Categorie:
Boek:

Genesis 5

1 Dit is de lijst van de nakomelingen van Adam. Op de dag dat God Adam schiep, maakte Hij hem op God gelijkend.
2 Man en vrouw schiep hij hen; hij zegende hen en noemde hen mens, op de dag dat zij geschapen werden.
3 Toen Adam honderddertig jaar was, verwekte hij een zoon, die op hem geleek en zijn beeld was, en hij noemde hem Set.
4 Adam leefde na de geboorte van Set nog achthonderd jaar, en hij kreeg zonen en dochters.
5 Heel de levensduur van Adam bedroeg negenhonderddertig jaar. Toen stierf hij.
6 Toen Set honderdvijf jaar was, verwekte hij Enos.
7 Set leefde na de geboorte van Enos nog achthonderdzeven jaar, en hij kreeg zonen en dochters.
8 Heel de levensduur van Set bedroeg negenhonderdtwaalf jaar. Toen stierf hij.
9 Toen Enos negentig jaar was, verwekte hij Kenan.
10 Enos leefde na de geboorte van Kenan nog achthonderdvijftien jaar, en hij kreeg zonen en dochters.
11 Heel de levensduur van Enos bedroeg negenhonderdvijf jaar. Toen stierf hij.
12 Toen Kenan zeventig jaar was, verwekte hij Mahalalel.
13 Kenan leefde na de geboorte van Mahalalel nog achthonderdveertig jaar, en hij kreeg zonen en dochters.

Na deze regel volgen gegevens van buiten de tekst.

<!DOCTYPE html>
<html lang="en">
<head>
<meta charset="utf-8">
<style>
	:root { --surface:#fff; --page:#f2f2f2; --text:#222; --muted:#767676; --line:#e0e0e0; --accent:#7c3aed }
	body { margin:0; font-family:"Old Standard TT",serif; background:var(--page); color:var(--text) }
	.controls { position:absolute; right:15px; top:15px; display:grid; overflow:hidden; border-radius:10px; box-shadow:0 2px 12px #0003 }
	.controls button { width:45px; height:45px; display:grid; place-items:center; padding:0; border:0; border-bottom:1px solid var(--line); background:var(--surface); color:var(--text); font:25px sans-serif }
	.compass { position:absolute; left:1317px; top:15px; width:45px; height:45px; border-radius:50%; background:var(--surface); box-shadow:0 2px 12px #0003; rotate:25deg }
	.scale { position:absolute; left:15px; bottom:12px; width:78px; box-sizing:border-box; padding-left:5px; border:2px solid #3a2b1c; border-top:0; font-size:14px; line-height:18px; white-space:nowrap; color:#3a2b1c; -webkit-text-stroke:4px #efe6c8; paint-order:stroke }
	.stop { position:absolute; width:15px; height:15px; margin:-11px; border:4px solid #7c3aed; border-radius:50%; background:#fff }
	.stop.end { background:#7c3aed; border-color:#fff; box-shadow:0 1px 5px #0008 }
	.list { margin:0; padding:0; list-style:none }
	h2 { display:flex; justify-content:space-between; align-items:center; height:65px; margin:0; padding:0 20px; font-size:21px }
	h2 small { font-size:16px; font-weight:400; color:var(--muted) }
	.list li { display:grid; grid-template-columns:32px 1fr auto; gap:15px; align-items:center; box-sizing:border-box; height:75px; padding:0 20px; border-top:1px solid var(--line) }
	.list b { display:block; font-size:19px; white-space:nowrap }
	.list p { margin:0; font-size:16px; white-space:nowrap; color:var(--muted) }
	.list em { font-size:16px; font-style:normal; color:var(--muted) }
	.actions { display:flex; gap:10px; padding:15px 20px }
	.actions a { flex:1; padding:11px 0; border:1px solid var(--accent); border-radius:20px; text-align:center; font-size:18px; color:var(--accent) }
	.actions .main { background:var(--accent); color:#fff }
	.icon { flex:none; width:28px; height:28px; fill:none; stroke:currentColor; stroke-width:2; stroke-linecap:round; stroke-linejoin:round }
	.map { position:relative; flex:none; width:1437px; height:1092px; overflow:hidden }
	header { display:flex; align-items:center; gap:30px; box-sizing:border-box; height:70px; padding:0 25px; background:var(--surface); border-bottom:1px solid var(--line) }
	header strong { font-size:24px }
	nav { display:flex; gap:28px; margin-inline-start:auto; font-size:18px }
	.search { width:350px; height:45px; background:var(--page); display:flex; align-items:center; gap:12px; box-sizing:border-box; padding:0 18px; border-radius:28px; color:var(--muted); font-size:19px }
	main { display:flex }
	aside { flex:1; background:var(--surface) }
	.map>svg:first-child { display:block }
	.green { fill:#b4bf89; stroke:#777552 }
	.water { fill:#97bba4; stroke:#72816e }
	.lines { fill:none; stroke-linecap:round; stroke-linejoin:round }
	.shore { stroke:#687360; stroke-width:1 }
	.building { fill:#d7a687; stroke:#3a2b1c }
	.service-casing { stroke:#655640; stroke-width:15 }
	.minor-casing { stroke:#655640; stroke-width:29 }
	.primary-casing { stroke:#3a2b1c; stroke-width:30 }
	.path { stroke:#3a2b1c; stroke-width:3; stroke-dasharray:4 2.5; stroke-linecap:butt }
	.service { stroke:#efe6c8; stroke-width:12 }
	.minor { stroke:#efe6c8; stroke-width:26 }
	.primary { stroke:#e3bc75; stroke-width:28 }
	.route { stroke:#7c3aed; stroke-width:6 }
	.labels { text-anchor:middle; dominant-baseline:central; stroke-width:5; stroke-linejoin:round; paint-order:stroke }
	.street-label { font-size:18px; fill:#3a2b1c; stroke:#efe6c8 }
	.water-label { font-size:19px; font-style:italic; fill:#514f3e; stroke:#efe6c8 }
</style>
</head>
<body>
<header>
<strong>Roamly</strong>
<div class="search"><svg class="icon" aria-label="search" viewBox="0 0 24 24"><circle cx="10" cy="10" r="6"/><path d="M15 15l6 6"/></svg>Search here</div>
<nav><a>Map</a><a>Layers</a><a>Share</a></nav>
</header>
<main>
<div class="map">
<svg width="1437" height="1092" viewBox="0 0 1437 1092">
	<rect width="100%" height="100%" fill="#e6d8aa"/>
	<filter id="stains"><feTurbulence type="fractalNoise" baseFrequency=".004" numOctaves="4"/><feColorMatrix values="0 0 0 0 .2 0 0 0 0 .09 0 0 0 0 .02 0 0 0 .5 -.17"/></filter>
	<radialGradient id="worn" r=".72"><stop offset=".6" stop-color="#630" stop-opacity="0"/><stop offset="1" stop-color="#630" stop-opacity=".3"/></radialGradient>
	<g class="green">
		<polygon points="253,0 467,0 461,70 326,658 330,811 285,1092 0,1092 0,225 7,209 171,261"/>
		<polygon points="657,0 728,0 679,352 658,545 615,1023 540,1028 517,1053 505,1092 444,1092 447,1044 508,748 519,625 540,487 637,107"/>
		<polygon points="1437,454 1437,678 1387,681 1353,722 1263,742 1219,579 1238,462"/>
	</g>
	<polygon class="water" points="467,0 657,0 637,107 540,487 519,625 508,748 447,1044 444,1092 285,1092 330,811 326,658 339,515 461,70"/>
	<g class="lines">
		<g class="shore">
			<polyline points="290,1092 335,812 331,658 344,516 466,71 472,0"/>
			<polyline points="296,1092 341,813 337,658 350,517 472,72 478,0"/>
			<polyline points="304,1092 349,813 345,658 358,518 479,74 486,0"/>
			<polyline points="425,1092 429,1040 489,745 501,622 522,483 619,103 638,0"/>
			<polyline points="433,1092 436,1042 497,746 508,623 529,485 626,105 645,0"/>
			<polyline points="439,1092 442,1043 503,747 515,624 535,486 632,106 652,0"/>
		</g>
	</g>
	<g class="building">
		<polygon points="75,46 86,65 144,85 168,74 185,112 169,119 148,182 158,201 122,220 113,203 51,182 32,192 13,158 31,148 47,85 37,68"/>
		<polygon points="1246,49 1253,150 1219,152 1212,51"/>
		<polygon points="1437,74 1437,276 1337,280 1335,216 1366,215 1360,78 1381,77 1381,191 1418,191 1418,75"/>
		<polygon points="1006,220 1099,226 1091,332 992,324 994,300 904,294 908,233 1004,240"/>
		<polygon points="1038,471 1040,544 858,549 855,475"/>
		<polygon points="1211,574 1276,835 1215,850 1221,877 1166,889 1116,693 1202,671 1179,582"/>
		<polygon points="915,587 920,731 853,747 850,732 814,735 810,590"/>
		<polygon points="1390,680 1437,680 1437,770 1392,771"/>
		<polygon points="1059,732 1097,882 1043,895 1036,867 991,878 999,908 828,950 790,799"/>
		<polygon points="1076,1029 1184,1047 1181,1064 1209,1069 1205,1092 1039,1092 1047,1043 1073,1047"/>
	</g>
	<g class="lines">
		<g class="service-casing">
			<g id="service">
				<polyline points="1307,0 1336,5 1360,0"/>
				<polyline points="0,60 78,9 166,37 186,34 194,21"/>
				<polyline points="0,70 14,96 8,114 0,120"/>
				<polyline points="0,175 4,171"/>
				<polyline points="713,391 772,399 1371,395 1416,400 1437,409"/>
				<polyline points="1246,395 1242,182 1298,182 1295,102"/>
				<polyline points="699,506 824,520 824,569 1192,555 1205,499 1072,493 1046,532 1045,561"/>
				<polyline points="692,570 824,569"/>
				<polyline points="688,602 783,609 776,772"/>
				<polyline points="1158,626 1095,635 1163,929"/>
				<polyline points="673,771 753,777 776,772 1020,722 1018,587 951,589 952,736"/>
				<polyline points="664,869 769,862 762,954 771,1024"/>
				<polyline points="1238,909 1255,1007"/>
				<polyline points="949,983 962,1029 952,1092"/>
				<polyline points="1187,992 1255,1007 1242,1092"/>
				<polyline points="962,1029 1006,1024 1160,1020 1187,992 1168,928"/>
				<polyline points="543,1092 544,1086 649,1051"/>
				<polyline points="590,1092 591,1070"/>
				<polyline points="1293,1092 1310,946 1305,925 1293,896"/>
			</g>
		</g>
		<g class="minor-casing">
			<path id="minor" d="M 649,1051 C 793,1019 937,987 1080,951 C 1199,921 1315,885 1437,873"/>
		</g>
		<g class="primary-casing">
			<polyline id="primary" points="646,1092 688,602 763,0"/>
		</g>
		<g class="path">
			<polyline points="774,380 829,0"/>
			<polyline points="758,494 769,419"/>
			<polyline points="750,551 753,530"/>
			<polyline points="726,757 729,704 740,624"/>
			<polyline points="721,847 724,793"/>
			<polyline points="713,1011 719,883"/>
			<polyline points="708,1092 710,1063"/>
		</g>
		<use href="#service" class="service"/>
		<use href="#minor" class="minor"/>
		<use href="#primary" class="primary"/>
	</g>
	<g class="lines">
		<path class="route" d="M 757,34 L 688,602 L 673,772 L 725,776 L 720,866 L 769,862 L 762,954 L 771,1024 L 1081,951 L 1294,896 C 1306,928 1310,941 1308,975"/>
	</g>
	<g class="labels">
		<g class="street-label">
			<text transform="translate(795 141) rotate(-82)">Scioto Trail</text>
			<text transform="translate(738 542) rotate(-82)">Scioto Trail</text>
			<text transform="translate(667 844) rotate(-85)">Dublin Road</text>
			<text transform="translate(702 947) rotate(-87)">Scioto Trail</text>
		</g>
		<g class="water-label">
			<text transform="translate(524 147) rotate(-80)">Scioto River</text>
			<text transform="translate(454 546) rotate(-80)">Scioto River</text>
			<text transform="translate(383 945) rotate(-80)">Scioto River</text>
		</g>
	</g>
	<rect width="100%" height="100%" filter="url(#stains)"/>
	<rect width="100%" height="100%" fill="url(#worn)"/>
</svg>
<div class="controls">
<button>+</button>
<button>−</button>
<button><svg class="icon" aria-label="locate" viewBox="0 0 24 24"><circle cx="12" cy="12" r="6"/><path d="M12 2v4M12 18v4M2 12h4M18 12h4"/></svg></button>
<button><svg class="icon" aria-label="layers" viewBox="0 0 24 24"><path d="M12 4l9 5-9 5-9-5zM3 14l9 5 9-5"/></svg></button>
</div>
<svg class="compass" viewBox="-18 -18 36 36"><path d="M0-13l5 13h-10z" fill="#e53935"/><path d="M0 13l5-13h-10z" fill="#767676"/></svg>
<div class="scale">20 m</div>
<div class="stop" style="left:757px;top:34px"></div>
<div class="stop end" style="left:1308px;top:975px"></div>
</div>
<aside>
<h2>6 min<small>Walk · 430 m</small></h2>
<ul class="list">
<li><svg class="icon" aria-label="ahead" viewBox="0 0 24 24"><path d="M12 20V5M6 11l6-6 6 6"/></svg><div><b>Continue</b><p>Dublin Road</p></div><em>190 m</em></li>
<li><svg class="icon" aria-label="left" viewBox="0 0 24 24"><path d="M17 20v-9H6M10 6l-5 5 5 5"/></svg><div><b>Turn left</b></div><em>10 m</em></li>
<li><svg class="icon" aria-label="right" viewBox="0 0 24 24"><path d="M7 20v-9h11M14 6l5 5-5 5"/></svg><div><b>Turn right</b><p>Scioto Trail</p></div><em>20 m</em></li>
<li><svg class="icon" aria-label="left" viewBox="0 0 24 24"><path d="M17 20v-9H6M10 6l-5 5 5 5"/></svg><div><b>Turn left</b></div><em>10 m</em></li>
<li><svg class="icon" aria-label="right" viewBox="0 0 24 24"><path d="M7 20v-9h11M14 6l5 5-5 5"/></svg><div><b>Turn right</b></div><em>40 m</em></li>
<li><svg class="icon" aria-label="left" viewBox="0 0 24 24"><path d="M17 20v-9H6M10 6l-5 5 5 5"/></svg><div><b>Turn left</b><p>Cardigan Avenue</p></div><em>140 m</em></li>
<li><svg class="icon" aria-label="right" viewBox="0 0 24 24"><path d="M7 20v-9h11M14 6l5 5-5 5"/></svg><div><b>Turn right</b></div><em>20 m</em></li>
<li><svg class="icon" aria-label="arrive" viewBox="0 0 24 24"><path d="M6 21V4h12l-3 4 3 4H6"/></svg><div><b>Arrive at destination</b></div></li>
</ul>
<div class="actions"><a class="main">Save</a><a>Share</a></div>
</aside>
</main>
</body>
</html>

14 Heel de levensduur van Kenan bedroeg negenhonderdtien jaar. Toen stierf hij.
15 Toen Mahalalel vijfenzestig jaar was, verwekte hij Jered.
16 Mahalalel leefde na de geboorte van Jered nog achthonderddertig jaar, en hij kreeg zonen en dochters.
17 Heel de levensduur van Mahalalel bedroeg achthonderdvijfennegentig jaar. Toen stierf hij.
18 Toen Jered honderdtweeënzestig jaar was, verwekte hij Henoch.
19 Jered leefde na de geboorte van Henoch nog achthonderd jaar, en hij kreeg zonen en dochters.
20 Heel de levensduur van Jered bedroeg negenhonderdtweeënzestig jaar. Toen stierf hij.
21 Toen Henoch vijfenzestig jaar was, verwekte hij Metuselach.
22 Henoch leefde na de geboorte van Metuselach nog driehonderd jaar; hij richtte zijn schreden naar God, en hij kreeg zonen en dochters.
23 Heel de levensduur van Henoch bedroeg driehonderdvijfenzestig jaar.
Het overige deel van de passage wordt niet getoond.